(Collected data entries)
____________________

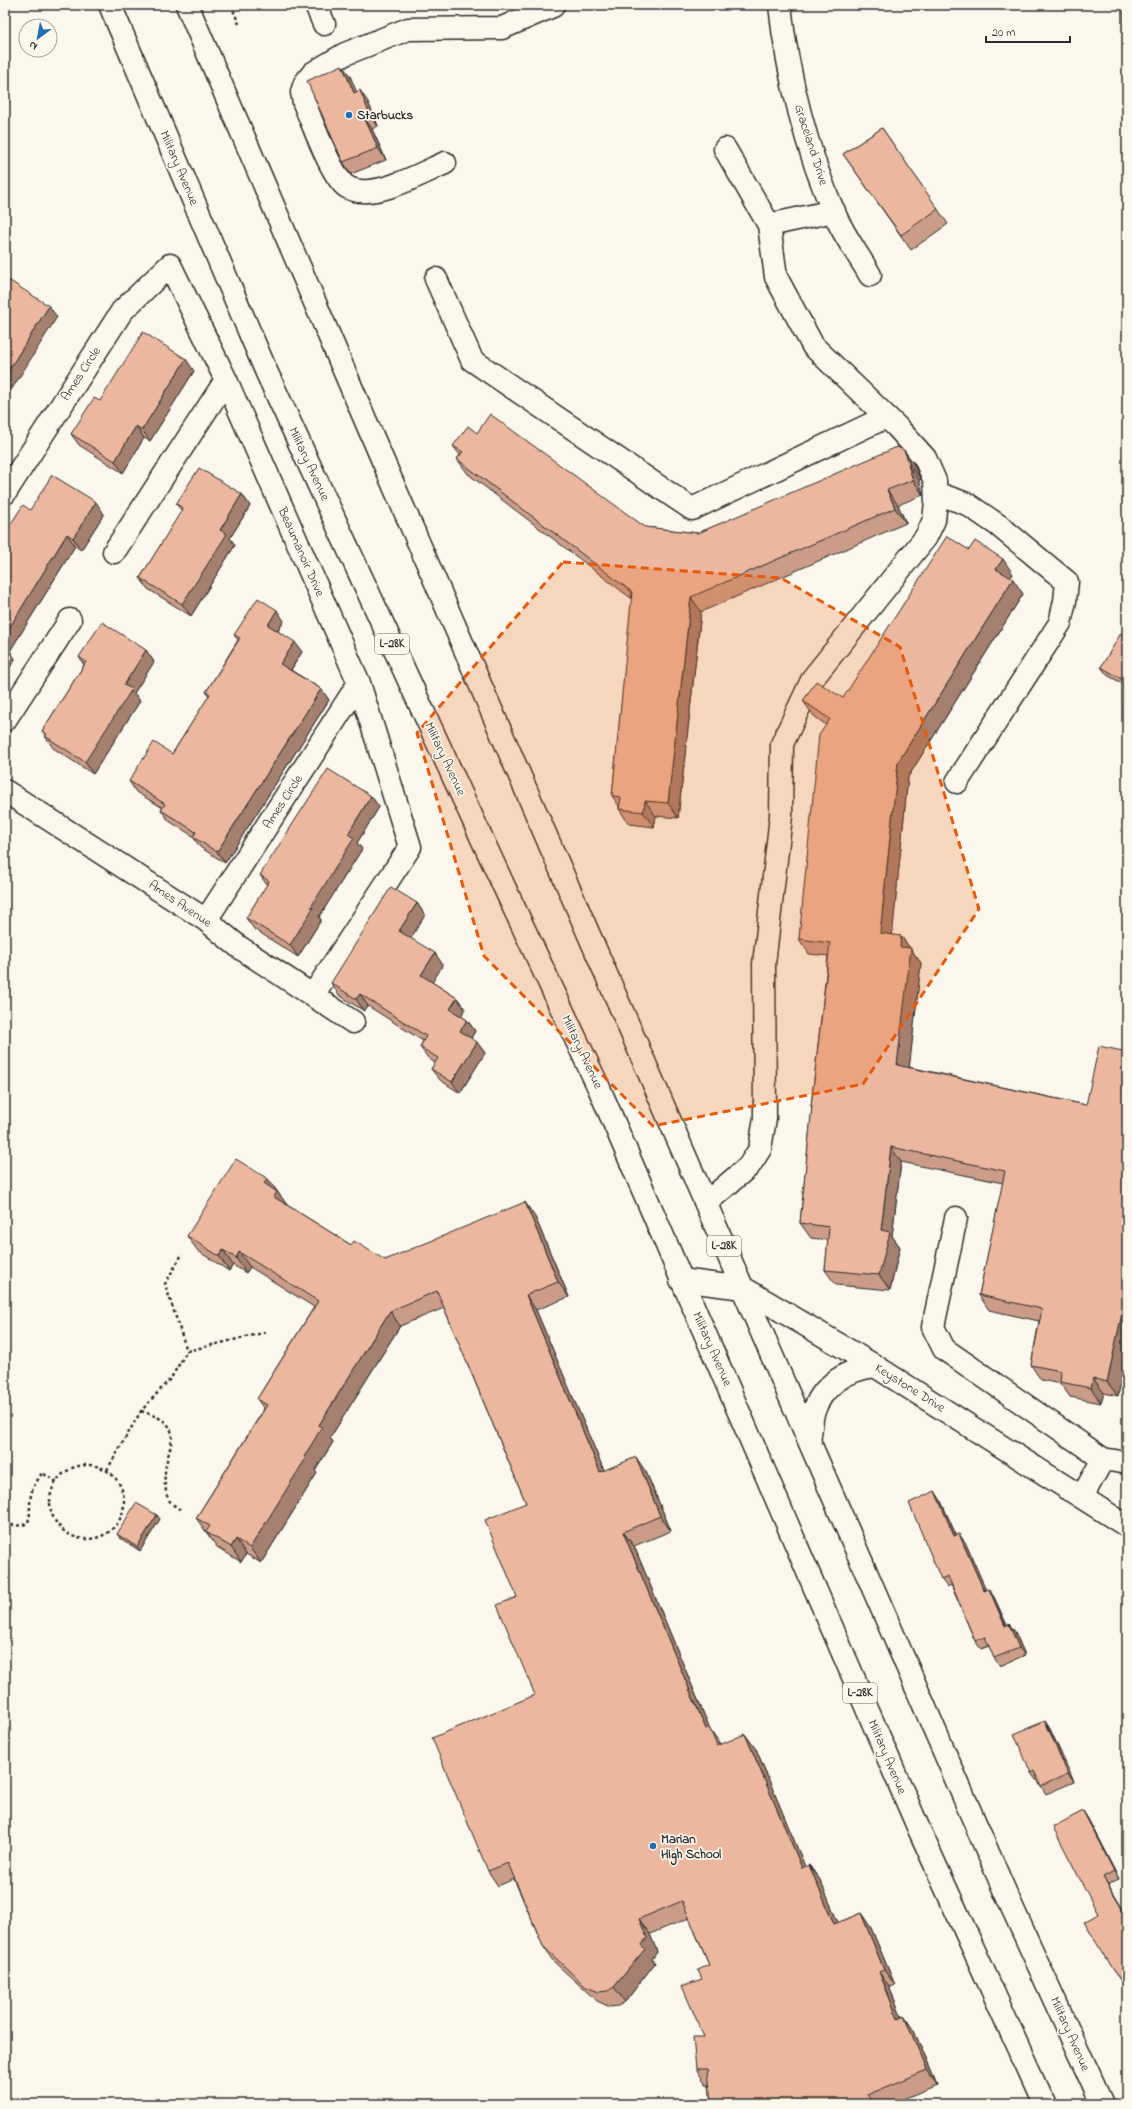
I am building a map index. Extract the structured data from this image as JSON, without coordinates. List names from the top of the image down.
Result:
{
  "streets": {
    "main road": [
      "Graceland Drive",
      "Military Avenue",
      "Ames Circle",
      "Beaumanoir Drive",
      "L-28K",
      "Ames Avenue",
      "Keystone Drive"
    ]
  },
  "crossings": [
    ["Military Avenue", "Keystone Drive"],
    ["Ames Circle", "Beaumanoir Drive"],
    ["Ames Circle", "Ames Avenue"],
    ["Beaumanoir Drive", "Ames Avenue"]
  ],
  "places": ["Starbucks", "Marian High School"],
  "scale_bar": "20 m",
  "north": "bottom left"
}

____________________

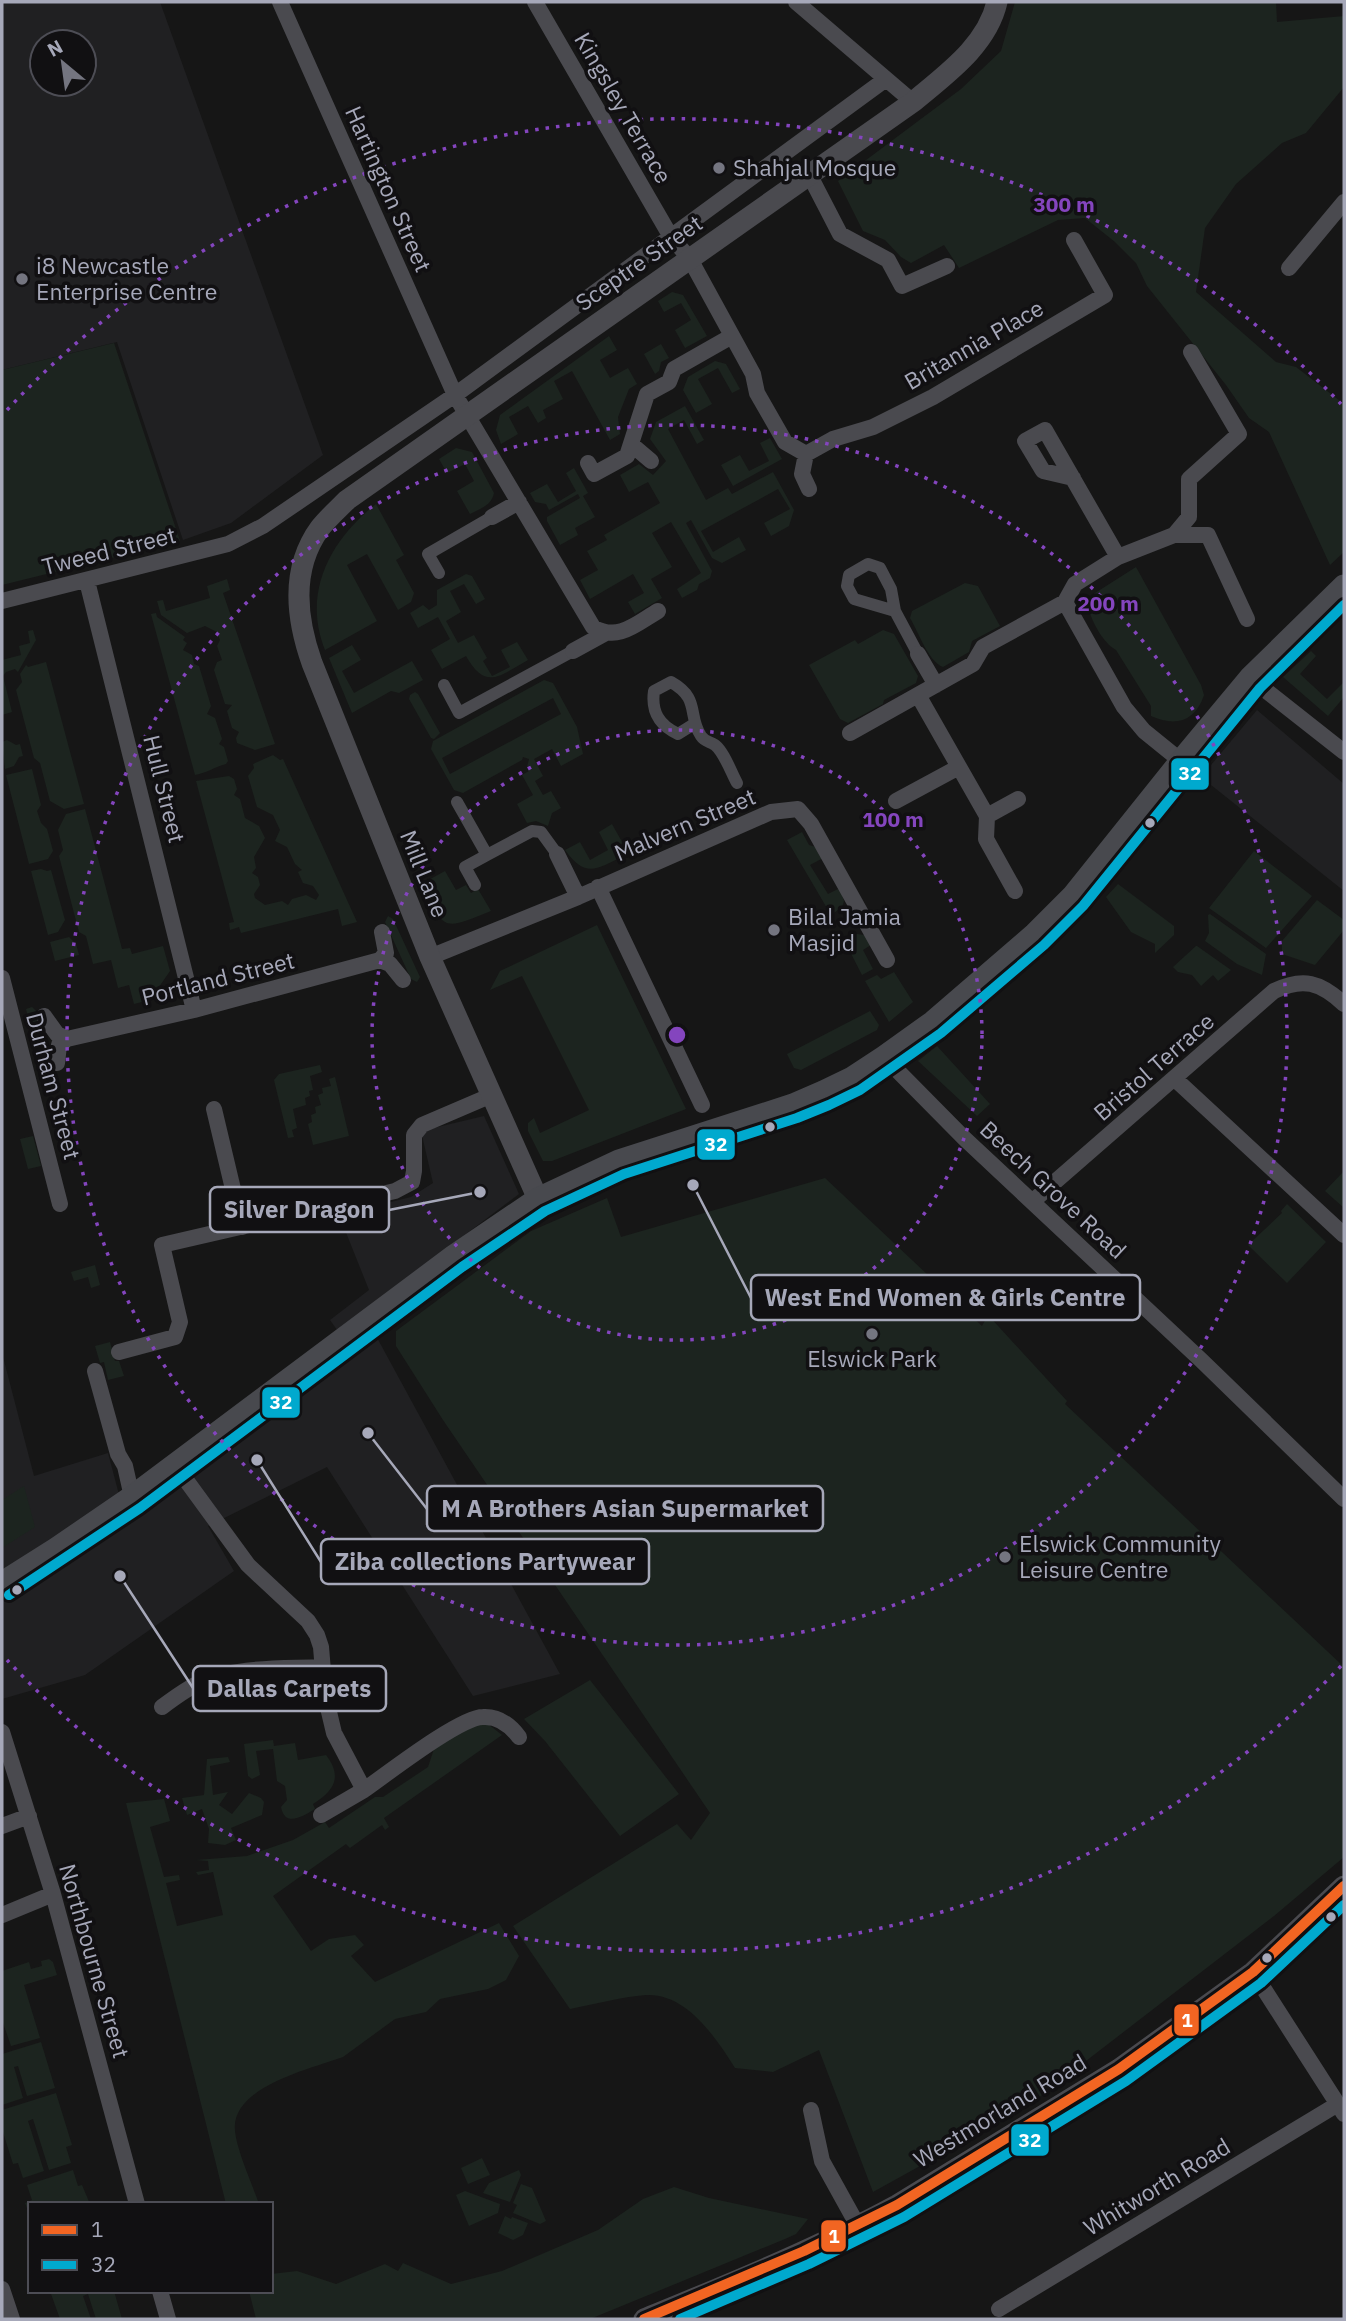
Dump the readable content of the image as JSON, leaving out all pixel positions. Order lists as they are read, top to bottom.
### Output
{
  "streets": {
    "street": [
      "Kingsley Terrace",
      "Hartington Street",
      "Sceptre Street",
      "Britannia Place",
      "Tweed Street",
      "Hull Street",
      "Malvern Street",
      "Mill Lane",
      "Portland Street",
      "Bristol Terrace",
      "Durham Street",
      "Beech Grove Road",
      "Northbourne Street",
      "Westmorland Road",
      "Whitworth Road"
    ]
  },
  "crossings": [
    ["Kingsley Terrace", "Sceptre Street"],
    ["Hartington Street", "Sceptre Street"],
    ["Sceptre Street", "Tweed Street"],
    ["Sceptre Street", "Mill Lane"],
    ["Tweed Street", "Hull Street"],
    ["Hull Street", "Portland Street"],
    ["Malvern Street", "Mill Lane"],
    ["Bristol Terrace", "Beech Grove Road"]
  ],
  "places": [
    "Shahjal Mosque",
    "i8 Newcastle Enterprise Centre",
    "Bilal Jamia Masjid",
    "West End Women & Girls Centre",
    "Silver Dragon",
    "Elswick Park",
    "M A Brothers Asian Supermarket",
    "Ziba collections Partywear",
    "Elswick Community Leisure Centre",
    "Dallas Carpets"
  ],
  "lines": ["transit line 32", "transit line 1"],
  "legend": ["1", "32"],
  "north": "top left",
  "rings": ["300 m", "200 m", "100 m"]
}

____________________

## WORK ITEM:
Where a line of the records has the string "JSON", return that line.

## RESPONSE AREA:
I am building a map index. Extract the structured data from this image as JSON, without coordinates. List names from the top of the image down.
Dump the readable content of the image as JSON, leaving out all pixel positions. Order lists as they are read, top to bottom.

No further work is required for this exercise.